** What needs to be done **
Reproduce exactly the lines below from the one containing "position:absolute; left:487px; top:10px;" through the one containing "ctx.font = font + ' Raleway,sans-serif';", including both, and nothing else.

(Records from a collection)

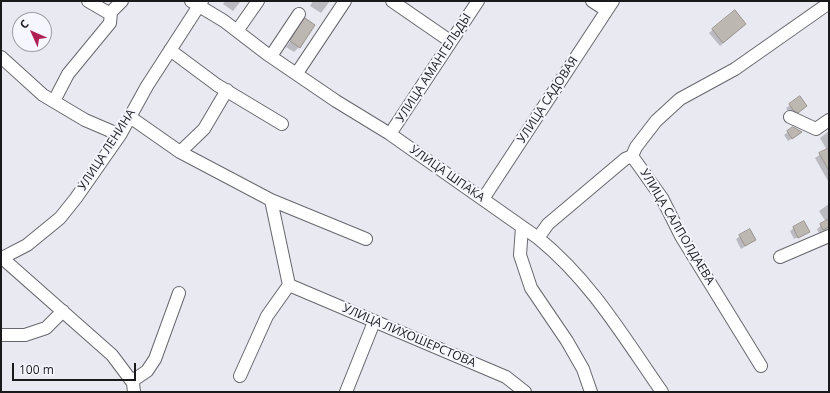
<!DOCTYPE html>
<html>
<head>
<meta charset="utf-8">
<style>
  body { margin:0 }
  #map { position:relative; width:830px; height:393px; overflow:hidden; background:#e9e9f1; font-family:"Open Sans",sans-serif }
  canvas { display:block }
  .frame { position:absolute; inset:0; border:2px solid #1a1a1d; pointer-events:none }
  .north { position:absolute; left:12px; top:12px; width:40px; height:40px; box-sizing:border-box; background:#f6f6fe; border:1px solid #9e9ea4; border-radius:50%; rotate:315deg; font-size:11px; font-weight:700; line-height:16px; text-align:center; color:#1a1a1d }
  .north::after { content:''; display:block; margin:auto; width:14px; height:18px; background:#af1f54; clip-path:polygon(50% 0,100% 100%,50% 72%,0 100%) }
  .scale { position:absolute; left:12px; top:363px; width:124px; height:18px; box-sizing:border-box; border:2px solid #1a1a1d; border-top:0; padding-left:5px; font-size:12px; line-height:14px; white-space:nowrap; color:#1a1a1d; -webkit-text-stroke:3px #f6f6fe; paint-order:stroke }
</style>
</head>
<body>
<div id="map">
<canvas width="830" height="393"></canvas>
<div class="frame"></div>
<div class="north">С</div>
<div class="scale">100 m</div>
</div>
<script>
const ctx = document.querySelector('canvas').getContext('2d');
ctx.lineJoin = 'round';
function fillPath(path, color) {
  ctx.fillStyle = color;
  ctx.fill(path, 'evenodd');
}
function trace(path, color, width, dash) {
  ctx.strokeStyle = color;
  ctx.lineWidth = width;
  ctx.lineCap = dash ? 'butt' : 'round';
  ctx.setLineDash(dash || []);
  ctx.stroke(path);
}
function write(font, color, halo, rows, align = 'center') {
  ctx.font = font + ' "Open Sans",sans-serif';
  ctx.lineWidth = 4;
  ctx.setLineDash([]);
  ctx.textBaseline = 'middle';
  ctx.strokeStyle = halo;
  ctx.fillStyle = color;
  for (const [text, x, y, turn = 0] of rows) {
    ctx.save();
    ctx.translate(x, y);
    ctx.rotate((+turn || 0) * Math.PI / 180);
    ctx.textAlign = isNaN(turn) ? turn : align;
    if (halo) ctx.strokeText(text, 0, 0);
    ctx.fillText(text, 0, 0);
    ctx.restore();
  }
}
fillPath(new Path2D(`
  M 225,1 L 241,1 L 233,11 L 223,4 Z
  M 313,1 L 330,1 L 321,13 L 310,6 Z
  M 735,11 L 742,27 L 720,46 L 709,33 Z
  M 305,20 L 299,47 L 294,52 L 286,47 Z
  M 800,98 L 806,106 L 794,115 L 789,113 L 786,108 Z
  M 829,131 L 829,180 L 828,181 L 815,158 L 827,150 L 820,138 Z
  M 788,132 L 800,133 L 788,141 L 784,135 Z
  M 829,204 L 829,228 L 819,233 L 817,229 L 826,222 L 819,211 Z
  M 804,222 L 809,232 L 794,239 L 790,231 Z
  M 750,230 L 755,240 L 741,249 L 736,239 Z`), '#0003');
const building = new Path2D(`
  M 735,10 L 746,24 L 723,43 L 712,29 Z
  M 305,18 L 315,25 L 300,48 L 290,41 Z
  M 800,96 L 807,106 L 798,113 L 793,110 L 789,104 Z
  M 793,127 L 802,132 L 792,139 L 787,131 Z
  M 829,148 L 829,171 L 819,153 Z
  M 829,219 L 829,227 L 823,230 L 820,224 Z
  M 804,221 L 810,232 L 798,238 L 793,227 Z
  M 750,229 L 756,240 L 745,246 L 739,235 Z`);
fillPath(building, '#bdb7b1');
trace(building, '#9a938e', 1);
const minor = new Path2D(`
  M 88,1 L 107,12 L 111,12 L 122,1
  M 191,1 L 224,21 L 267,54 L 336,101 L 390,134 L 538,238 C 591,281 623,336 662,392
  M 392,1 L 450,41
  M 592,1 L 606,10
  M 237,31 L 258,1
  M 170,50 L 217,85 L 282,124
  M 271,56 L 299,14
  M 1,57 L 43,95 L 85,120 L 120,135
  M 297,73 L 345,1
  M 54,101 L 68,74 L 110,23 L 111,12
  M 130,117 L 180,152 L 271,200 L 366,239
  M 790,117 L 816,129 L 829,120
  M 390,134 L 478,1
  M 180,152 L 204,129 L 227,90
  M 632,156 L 636,147 L 656,121 L 680,99 L 735,69 L 829,3
  M 483,199 L 613,1
  M 522,227 L 520,255 L 531,288 L 567,341 L 583,369 L 591,392
  M 538,238 L 548,224 L 625,159 L 632,156 L 662,198 L 681,236 L 761,366
  M 1,257 L 112,355 L 133,383 L 134,392
  M 780,257 L 829,236
  M 2,258 L 27,245 L 60,218 L 76,198 L 120,135 L 147,86 L 202,1
  M 289,285 L 506,377 L 525,392
  M 1,335 L 25,335 L 46,328 L 63,311
  M 240,376 L 267,316 L 289,285 L 271,200
  M 132,381 L 147,371 L 155,359 L 179,293
  M 346,392 L 374,322`);
trace(minor, '#67676e', 14);
trace(minor, '#fff', 12);
write('12px', '#1a1a1d', '#f6f6fe', [
  ["УЛИЦА АМАНГЕЛЬДЫ",434,68,-57],
  ["УЛИЦА САДОВАЯ",548,100,-57],
  ["УЛИЦА ЛЕНИНА",107,150,-57],
  ["УЛИЦА ШПАКА",447,174,35],
  ["УЛИЦА САЛПОЛДАЕВА",677,227,59],
  ["УЛИЦА ЛИХОШЕРСТОВА",409,336,23]
]);
</script>
</body>
</html>
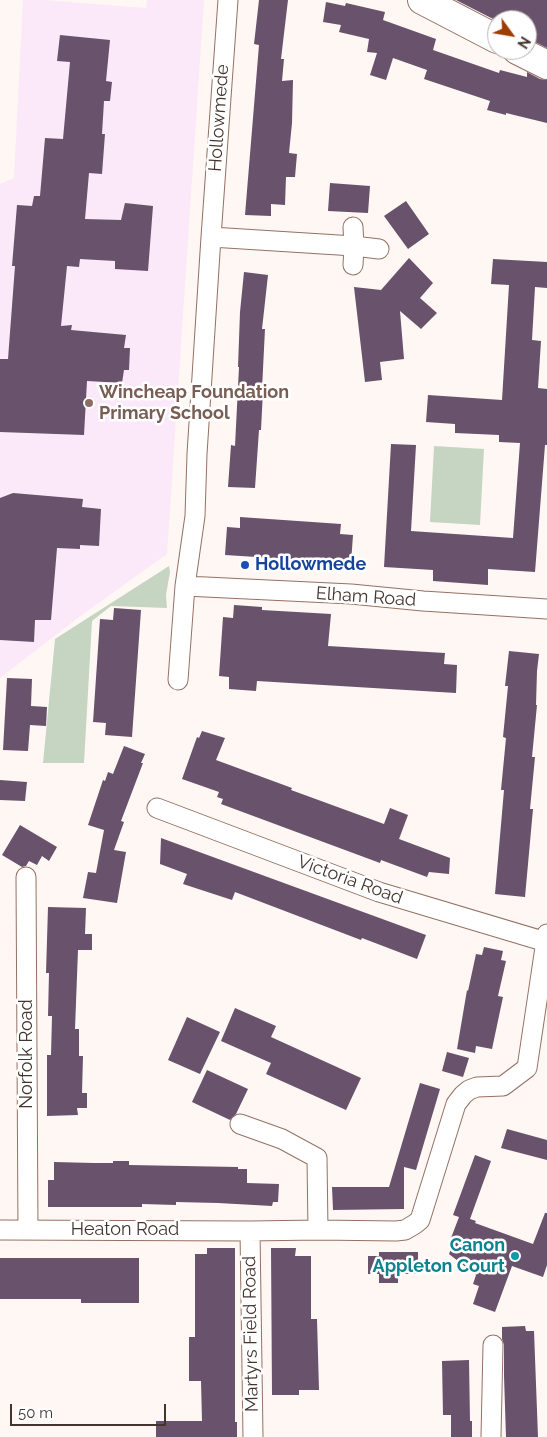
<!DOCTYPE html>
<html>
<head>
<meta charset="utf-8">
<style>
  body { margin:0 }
  #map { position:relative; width:547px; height:1437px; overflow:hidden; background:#fff7f3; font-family:Raleway,sans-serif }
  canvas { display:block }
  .north { position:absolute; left:487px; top:10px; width:50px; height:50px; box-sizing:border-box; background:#fff; border:1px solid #b4aeab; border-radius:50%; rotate:122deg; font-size:14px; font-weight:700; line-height:20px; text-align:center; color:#43342e }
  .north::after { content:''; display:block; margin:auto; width:18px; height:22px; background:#9f3c00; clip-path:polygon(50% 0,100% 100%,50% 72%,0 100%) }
  .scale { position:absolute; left:10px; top:1404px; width:156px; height:22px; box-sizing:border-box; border:2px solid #43342e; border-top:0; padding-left:6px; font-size:15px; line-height:18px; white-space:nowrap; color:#43342e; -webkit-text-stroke:4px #fff; paint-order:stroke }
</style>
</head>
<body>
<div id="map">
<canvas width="547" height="1437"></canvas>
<div class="north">N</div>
<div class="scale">50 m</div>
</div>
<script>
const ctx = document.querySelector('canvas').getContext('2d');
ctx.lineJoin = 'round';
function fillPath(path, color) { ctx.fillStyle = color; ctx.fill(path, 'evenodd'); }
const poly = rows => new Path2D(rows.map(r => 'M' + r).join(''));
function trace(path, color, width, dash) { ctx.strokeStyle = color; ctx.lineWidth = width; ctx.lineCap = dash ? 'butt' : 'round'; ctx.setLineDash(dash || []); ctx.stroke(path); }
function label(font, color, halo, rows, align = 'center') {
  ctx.font = font + ' Raleway,sans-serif'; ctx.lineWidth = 5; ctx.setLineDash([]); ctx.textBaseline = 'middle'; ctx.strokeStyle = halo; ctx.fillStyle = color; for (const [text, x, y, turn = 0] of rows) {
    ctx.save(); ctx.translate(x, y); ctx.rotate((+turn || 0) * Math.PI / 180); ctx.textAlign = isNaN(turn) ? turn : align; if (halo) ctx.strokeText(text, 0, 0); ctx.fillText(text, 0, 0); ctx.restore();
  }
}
const education = poly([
  [23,0,44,0,146,8,147,0,204,0,167,554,79,617,0,678,0,184,14,178]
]);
const green = poly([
  [434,446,484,449,480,525,430,522],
  [169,566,170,572,166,595,167,608,111,606,92,621,84,763,43,763,55,639]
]);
const building = poly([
  [259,0,288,0,281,59,284,59,282,81,293,80,292,123,289,153,297,154,295,177,286,177,285,205,271,204,271,216,245,215,259,45,254,44],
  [456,0,547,0,547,48,527,38,527,20,497,20,497,21],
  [326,2,345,6,346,3,385,12,383,20,436,39,433,50,499,73,500,70,527,77,527,72,540,79,547,80,547,123,506,113,506,115,487,110,490,101,424,79,427,70,393,58,386,80,370,75,377,53,367,52,369,39,339,32,341,25,323,22],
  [60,35,110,40,106,81,112,82,110,101,104,101,102,134,105,134,102,174,89,173,85,219,121,220,125,203,153,206,148,271,115,269,115,261,80,259,79,267,67,266,61,326,72,325,71,330,126,335,124,348,130,348,129,370,124,370,122,383,87,381,84,435,0,432,0,359,8,359,15,266,12,266,17,205,32,206,34,196,40,196,45,138,63,139,70,62,57,61],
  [330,183,370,186,368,213,328,211],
  [406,201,429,234,408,249,384,216],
  [409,258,433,283,420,298,437,313,421,329,400,311,404,359,380,362,382,380,365,382,354,287,381,290],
  [493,259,547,262,547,288,535,287,532,340,541,341,538,388,547,389,547,445,545,445,535,572,488,569,488,585,433,581,433,570,384,567,391,444,416,445,411,531,513,538,520,443,499,442,499,435,455,433,455,424,426,422,428,395,502,400,509,285,491,284],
  [244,272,268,275,262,329,265,329,262,389,263,390,261,430,259,430,255,488,228,487,231,445,235,446,239,367,238,367,240,312],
  [13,493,83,499,82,507,101,509,99,546,80,545,80,549,57,548,51,620,35,620,34,642,0,640,0,498],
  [240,517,341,524,340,534,353,535,351,563,225,555,227,527,240,528],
  [234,605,262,607,262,610,331,614,328,646,445,653,444,664,457,665,456,693,257,681,256,691,229,689,229,677,219,676,223,617,233,618],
  [114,608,141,610,132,737,105,735,106,723,93,722,100,619,113,620],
  [509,651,539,654,537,671,536,705,537,705,532,757,535,757,530,809,533,809,525,897,495,894,504,790,501,790,506,738,503,737,508,686,505,686],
  [7,678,32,679,31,706,47,707,46,726,30,725,28,751,3,750],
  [202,731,225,738,216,760,292,788,291,790,384,824,390,808,408,815,399,839,450,858,449,874,429,872,427,877,381,860,380,863,221,804,223,799,217,797,219,792,182,779,197,737,199,738],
  [124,746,145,754,141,763,143,763,121,821,124,822,114,850,126,852,117,903,83,898,88,872,96,873,104,830,88,825,103,780,105,781,108,772,113,774],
  [0,780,27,782,25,801,0,800],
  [20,825,57,847,49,861,42,856,37,865,29,861,26,866,22,867,2,855],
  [161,838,426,935,417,959,362,938,361,940,235,892,232,900,183,884,187,874,160,864],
  [48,907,86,908,85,934,92,934,92,950,78,950,75,1029,79,1029,79,1056,83,1056,82,1093,87,1093,87,1108,77,1108,78,1115,47,1116,47,1055,51,1055,52,1016,48,1016,49,973,46,973],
  [484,947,503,951,501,960,506,961,498,996,503,997,492,1049,476,1046,475,1053,457,1049,467,990,468,991,476,954,482,955],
  [235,1008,276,1026,271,1037,361,1078,346,1110,266,1074,271,1063,221,1041],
  [187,1017,220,1032,200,1074,168,1060],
  [447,1052,469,1058,463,1077,442,1071],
  [207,1070,248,1089,236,1114,230,1120,192,1102],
  [420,1083,440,1089,416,1170,404,1167,404,1209,333,1210,332,1187,389,1187],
  [507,1129,547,1140,547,1160,501,1148],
  [475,1155,491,1161,470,1219,476,1221,475,1223,533,1244,545,1213,547,1213,547,1265,543,1277,512,1266,495,1312,473,1304,479,1286,473,1284,476,1275,449,1254,455,1239,451,1238,459,1217,453,1215],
  [113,1161,129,1161,129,1165,238,1167,238,1169,247,1169,247,1183,279,1184,278,1202,273,1202,272,1206,218,1203,176,1202,176,1205,142,1204,142,1207,48,1207,48,1180,54,1180,54,1162,94,1163,113,1163],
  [207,1248,235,1248,235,1422,237,1422,237,1437,156,1437,156,1421,202,1421,201,1381,189,1381,189,1337,195,1337,195,1254,207,1254],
  [271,1248,296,1248,295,1256,311,1256,311,1319,317,1319,319,1390,299,1390,299,1395,272,1395],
  [379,1252,418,1252,418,1274,398,1274,398,1283,379,1283,379,1274,368,1274,368,1256,379,1256],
  [0,1258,139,1258,139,1303,81,1303,81,1299,0,1299],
  [525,1326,526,1331,534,1331,538,1437,506,1437,504,1376,504,1345,502,1339,502,1327],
  [469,1360,470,1421,472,1421,472,1437,451,1437,451,1415,443,1415,442,1361]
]);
const street = poly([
  [211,237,354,246,379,249],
  [353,265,354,246,353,227],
  [185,586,351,594,423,601,547,609],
  [178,680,185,586,195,516,197,454,211,237,228,0],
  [157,808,379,892,546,942],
  [26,877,28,1230],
  [240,1124,282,1139,317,1158,318,1230],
  [0,1230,250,1231,318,1230,396,1231,405,1230,415,1224,420,1220,456,1104,463,1095,469,1090,477,1087,503,1086,527,1068,547,934],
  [250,1231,253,1437],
  [491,1437,493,1345]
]);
const secondary = poly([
  [422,0,497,39],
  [517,50,547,65]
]);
const markers = [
  [89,403,5,"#8d6e63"],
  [245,565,5,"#1a4fb4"],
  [515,1256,5,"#0f9aa8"]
];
const streetNames = [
  ["Hollowmede",219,118,-86],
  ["Elham Road",366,597,4],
  ["Victoria Road",350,880,20],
  ["Norfolk Road",27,1054,-90],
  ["Heaton Road",125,1230],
  ["Martyrs Field Road",251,1334,-91]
];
const educationNames = [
  ["Wincheap Foundation",99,393],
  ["Primary School",99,414]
];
const transitNames = [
  ["Hollowmede",255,565]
];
const cultureNames = [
  ["Canon",505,1246],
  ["Appleton Court",505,1267]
];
fillPath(education, '#fbe8f8');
fillPath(green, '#c5d5c2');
fillPath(building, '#69526c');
trace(street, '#947163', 21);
trace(secondary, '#947163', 30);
trace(street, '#fff', 19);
trace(secondary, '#fff', 28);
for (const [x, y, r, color] of markers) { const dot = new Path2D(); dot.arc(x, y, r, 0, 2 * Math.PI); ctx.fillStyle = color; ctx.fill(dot); trace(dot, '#fff', 2); }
label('18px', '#43342e', '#fff', streetNames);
label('bold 18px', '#785e54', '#fff', educationNames, 'left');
label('bold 18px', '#164399', '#fff', transitNames, 'left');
label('bold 18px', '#0d838f', '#fff', cultureNames, 'right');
</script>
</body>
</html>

** Response to the task **
  .north { position:absolute; left:487px; top:10px; width:50px; height:50px; box-sizing:border-box; background:#fff; border:1px solid #b4aeab; border-radius:50%; rotate:122deg; font-size:14px; font-weight:700; line-height:20px; text-align:center; color:#43342e }
  .north::after { content:''; display:block; margin:auto; width:18px; height:22px; background:#9f3c00; clip-path:polygon(50% 0,100% 100%,50% 72%,0 100%) }
  .scale { position:absolute; left:10px; top:1404px; width:156px; height:22px; box-sizing:border-box; border:2px solid #43342e; border-top:0; padding-left:6px; font-size:15px; line-height:18px; white-space:nowrap; color:#43342e; -webkit-text-stroke:4px #fff; paint-order:stroke }
</style>
</head>
<body>
<div id="map">
<canvas width="547" height="1437"></canvas>
<div class="north">N</div>
<div class="scale">50 m</div>
</div>
<script>
const ctx = document.querySelector('canvas').getContext('2d');
ctx.lineJoin = 'round';
function fillPath(path, color) { ctx.fillStyle = color; ctx.fill(path, 'evenodd'); }
const poly = rows => new Path2D(rows.map(r => 'M' + r).join(''));
function trace(path, color, width, dash) { ctx.strokeStyle = color; ctx.lineWidth = width; ctx.lineCap = dash ? 'butt' : 'round'; ctx.setLineDash(dash || []); ctx.stroke(path); }
function label(font, color, halo, rows, align = 'center') {
  ctx.font = font + ' Raleway,sans-serif'; ctx.lineWidth = 5; ctx.setLineDash([]); ctx.textBaseline = 'middle'; ctx.strokeStyle = halo; ctx.fillStyle = color; for (const [text, x, y, turn = 0] of rows) {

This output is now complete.